Kartikesvara Siva Temple (Location: Lat. 20° 14’27" N., Long. 85° 50’ 12"E., Elev. 73 ft) is situated at a distance of about 100 m from eastern gateway of Lingaraj temple. It is on the left side of the temple road leading from Lingaraja to Garej Chowk, Bhubaneswar, within the precinct of Gandhi Garabadu which is now under the Lingaraja Temple Administration.
It dates from approximately the 13th Century CE based on architectural features and building material.
The chief priest is Gandhi Garabadu.
The vimana is rekha deul and Jagamohana is a pidha deul.
It was built during the Ganga period. Gandhi Garabadu Mahaprasada Anusthana operates in the precinct.

==Layout==

It is oriented facing west.
The temple is surrounded by residential buildings in the eastern side and local shops (Cabins) market complex in the southern side.
The temple is built of laterite using dry masonry in the Kalingan style.

The temple is buried up to the jangha portion. It is pancharatha on plan as distinguished by a central raha and pair of anuratha and kanika pagas on either side of the raha. The vimana is of rekha order and jaga mohan is a pidha deul. The visible portion measures 6.40 m from the present ground level.
The niches in the eastern side measures 0.82 m in height x 0.55 m in width with a depth of 0.46 m while the other niches are buried.

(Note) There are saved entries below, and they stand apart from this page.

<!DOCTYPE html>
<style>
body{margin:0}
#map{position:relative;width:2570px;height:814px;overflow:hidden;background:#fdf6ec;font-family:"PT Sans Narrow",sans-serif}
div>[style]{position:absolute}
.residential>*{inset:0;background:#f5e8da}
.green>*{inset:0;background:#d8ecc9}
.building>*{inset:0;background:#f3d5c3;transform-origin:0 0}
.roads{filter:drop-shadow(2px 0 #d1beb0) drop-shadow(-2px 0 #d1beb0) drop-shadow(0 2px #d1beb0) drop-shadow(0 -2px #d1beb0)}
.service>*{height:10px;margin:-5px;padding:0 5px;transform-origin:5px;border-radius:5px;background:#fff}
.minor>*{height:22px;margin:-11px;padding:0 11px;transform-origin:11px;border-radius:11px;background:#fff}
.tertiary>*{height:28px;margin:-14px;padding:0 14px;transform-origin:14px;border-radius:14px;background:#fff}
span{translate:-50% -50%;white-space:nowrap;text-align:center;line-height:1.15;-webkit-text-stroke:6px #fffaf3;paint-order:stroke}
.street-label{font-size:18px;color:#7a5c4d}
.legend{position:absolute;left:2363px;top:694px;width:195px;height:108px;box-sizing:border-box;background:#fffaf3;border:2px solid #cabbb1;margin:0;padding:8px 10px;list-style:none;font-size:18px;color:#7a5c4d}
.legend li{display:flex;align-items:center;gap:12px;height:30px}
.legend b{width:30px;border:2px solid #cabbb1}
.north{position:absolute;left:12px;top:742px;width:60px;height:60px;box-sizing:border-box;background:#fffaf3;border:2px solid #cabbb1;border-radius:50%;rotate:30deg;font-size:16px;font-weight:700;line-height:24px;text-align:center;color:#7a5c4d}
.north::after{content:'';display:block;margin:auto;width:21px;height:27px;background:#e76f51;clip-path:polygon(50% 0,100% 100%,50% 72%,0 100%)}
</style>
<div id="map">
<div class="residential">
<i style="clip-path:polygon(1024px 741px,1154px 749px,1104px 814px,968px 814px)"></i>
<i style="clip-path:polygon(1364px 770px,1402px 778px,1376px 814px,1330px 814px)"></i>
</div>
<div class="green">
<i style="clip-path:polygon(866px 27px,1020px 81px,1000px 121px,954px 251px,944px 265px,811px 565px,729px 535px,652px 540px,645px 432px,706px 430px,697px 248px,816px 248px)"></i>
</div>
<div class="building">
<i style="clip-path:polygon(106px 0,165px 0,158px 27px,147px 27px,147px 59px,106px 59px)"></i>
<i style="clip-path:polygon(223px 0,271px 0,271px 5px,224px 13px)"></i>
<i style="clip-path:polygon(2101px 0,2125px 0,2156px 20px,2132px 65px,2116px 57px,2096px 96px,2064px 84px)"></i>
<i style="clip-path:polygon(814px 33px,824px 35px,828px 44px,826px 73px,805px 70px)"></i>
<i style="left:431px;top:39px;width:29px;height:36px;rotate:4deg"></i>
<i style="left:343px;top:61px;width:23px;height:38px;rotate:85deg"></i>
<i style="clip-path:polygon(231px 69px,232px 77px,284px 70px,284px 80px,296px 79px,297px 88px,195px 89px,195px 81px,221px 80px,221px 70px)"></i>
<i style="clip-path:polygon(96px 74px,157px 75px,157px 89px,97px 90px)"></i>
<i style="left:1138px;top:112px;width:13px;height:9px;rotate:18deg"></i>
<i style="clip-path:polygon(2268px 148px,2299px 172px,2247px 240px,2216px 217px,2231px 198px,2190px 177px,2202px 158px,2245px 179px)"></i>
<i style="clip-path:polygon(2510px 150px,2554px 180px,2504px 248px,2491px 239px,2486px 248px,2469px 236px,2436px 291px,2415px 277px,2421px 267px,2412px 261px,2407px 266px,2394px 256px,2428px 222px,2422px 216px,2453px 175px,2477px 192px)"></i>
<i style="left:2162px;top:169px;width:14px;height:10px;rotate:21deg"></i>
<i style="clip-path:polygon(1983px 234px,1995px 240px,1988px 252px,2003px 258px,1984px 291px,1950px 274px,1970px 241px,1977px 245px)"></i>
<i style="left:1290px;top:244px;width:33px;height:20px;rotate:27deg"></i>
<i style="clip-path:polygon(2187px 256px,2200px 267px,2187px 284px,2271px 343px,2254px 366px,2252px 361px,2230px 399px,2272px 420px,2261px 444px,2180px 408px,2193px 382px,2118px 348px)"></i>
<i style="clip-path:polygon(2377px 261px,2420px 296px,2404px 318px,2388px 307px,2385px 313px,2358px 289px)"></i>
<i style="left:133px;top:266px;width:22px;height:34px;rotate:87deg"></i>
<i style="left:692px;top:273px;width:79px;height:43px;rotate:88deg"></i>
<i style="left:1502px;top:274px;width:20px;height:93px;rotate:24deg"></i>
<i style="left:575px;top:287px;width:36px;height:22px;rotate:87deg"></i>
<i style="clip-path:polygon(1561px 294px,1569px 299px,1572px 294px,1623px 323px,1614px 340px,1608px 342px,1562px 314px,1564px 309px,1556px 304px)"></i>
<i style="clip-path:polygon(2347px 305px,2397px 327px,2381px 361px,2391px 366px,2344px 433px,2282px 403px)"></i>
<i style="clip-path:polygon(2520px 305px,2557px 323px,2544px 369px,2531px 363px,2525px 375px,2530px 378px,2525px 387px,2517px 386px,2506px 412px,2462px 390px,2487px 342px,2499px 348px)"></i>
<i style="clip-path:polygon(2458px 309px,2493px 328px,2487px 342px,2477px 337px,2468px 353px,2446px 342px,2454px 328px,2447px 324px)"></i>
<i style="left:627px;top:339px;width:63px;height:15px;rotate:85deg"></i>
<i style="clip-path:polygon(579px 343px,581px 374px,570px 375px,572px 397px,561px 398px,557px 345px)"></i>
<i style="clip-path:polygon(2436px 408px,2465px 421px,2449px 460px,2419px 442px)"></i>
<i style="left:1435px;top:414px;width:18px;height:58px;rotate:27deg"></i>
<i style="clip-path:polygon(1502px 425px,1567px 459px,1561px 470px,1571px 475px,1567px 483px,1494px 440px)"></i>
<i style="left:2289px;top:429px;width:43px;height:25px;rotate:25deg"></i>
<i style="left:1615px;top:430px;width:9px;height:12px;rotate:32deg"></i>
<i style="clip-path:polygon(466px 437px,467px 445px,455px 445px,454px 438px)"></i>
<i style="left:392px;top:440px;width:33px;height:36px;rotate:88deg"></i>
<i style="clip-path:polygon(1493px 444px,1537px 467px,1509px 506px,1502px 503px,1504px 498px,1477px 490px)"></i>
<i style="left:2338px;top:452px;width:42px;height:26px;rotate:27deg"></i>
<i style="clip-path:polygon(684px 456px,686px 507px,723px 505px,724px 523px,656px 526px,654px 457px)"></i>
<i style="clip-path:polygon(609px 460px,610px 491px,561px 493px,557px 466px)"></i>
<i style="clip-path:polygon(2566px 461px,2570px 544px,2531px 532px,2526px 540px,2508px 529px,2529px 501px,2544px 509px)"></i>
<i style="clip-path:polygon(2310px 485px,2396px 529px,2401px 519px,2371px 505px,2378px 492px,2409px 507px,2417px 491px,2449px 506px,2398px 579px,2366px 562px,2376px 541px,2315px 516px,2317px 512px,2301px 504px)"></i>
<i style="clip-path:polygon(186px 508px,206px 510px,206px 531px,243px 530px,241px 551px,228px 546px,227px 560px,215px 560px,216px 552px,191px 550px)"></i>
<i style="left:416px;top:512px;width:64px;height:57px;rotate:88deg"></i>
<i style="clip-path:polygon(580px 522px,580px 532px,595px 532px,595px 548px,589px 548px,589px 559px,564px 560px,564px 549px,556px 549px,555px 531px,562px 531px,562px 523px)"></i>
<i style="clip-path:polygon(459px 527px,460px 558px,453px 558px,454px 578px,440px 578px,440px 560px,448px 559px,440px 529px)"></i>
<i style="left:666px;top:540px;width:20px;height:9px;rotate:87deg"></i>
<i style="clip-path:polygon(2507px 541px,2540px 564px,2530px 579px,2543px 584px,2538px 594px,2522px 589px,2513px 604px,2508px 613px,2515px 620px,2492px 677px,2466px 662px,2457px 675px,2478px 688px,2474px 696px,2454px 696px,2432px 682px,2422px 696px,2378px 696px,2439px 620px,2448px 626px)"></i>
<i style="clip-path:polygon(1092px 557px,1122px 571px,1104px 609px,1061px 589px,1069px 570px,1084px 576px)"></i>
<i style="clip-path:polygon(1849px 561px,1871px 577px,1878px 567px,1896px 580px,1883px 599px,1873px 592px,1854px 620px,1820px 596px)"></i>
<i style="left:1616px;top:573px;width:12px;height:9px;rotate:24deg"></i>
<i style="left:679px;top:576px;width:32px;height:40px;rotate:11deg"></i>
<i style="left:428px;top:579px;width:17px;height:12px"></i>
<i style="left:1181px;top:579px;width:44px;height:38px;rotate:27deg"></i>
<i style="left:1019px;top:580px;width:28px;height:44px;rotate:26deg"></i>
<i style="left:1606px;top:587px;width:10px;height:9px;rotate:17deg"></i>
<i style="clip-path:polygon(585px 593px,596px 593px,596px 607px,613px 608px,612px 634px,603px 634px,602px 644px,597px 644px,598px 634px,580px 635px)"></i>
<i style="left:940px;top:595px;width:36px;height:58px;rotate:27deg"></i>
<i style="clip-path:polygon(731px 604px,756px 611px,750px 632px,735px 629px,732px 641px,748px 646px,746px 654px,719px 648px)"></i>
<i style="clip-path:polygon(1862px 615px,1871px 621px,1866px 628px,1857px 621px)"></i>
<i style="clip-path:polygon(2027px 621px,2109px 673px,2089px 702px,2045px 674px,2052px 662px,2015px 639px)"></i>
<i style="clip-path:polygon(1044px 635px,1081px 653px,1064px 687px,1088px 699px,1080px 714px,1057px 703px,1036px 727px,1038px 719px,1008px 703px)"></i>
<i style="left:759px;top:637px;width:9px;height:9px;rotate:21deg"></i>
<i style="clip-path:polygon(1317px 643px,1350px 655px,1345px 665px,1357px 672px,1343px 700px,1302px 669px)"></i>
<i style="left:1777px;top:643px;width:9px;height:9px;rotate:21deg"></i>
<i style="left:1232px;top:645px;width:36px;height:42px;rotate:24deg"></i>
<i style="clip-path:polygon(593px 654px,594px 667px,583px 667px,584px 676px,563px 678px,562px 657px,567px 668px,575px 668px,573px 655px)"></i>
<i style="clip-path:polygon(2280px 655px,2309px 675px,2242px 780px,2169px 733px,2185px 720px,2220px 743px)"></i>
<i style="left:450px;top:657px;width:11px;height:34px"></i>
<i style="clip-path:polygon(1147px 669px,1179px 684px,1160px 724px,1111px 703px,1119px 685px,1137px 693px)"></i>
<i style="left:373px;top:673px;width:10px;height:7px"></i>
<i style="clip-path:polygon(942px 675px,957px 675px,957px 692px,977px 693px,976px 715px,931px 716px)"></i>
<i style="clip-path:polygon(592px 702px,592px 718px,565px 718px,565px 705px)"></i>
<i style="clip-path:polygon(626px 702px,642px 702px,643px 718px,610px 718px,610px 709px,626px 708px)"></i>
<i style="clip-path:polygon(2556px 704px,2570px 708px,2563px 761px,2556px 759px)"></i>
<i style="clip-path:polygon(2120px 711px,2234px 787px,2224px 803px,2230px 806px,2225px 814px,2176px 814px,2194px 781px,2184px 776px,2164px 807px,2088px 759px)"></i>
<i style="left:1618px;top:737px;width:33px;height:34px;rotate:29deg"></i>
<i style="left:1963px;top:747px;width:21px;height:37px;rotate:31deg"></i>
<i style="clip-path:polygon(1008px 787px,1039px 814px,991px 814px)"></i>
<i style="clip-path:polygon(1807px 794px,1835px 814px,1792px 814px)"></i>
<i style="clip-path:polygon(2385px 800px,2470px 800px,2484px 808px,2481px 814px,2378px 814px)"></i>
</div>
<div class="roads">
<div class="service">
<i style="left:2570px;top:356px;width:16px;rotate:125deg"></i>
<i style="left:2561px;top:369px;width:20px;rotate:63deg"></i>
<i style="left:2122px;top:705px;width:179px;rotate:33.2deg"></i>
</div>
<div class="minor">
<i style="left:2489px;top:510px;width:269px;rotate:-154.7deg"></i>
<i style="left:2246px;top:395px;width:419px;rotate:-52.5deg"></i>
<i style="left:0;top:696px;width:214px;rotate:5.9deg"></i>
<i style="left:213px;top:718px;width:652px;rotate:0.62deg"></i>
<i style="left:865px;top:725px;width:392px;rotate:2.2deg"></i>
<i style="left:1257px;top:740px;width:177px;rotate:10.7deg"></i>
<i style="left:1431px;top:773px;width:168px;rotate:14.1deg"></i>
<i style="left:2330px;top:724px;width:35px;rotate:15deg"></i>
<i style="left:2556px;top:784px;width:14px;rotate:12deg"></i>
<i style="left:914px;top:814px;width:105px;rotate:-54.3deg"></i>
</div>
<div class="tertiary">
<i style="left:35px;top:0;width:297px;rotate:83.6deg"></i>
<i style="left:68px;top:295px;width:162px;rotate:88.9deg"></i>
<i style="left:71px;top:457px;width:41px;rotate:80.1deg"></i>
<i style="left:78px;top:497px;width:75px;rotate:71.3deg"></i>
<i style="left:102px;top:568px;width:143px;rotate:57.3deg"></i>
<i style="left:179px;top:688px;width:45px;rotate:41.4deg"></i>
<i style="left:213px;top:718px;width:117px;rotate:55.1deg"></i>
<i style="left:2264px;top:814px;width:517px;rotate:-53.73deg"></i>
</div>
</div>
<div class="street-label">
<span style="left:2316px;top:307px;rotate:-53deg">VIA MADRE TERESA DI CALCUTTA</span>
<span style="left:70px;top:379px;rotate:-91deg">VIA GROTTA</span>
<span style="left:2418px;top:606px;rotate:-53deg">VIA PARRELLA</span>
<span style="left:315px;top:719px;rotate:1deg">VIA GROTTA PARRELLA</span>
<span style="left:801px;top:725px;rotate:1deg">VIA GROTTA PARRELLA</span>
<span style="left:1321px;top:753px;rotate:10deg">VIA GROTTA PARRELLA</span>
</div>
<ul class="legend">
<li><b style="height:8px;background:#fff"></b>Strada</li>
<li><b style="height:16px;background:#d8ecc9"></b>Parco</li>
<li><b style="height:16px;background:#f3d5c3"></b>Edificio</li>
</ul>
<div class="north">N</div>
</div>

The temple walls are plain.
The doorjambs of jagamohana is carved with three plain vertical bands measures 1.58 m in height and 1.30 m in width. At the lalatabimba there is a Gajalaxmi seated in lalitasana and flanked by two elephants on either side standing on full blown lotus.
The architrave above the doorjamb is carved with the usual navagraha.
The gandi is decorated with angasikharas and bhumi amlas. Since the temple is pancharatha in plan and the pilasters are also carved as pancharatha.
There is no compound wall but it is within the boundary wall of Gandhi garabadu Mahaprasada Anusthana and Narayana Maharana's residencial plot.

==Condition description==
It is in Good/Fair condition but showing signs of advanced deterioration.
The state of decay/danger of disappearance is rated very fast due to the growth of vegetation like pipal tree and absence of mastaka.
Rain water is seeping inside the sanctum due to the absence of mastaka and stagnating inside the sanctum.
It is completely damaged up to the gandi portion.
No work of repair or maintenance in the recent past seems to have been done.
Encroachment problem and growth of vegetation mainly on the roof of the jagamohana and vimana and seepage of rain water directly into the sanctum. It is now in a bad state of preservation.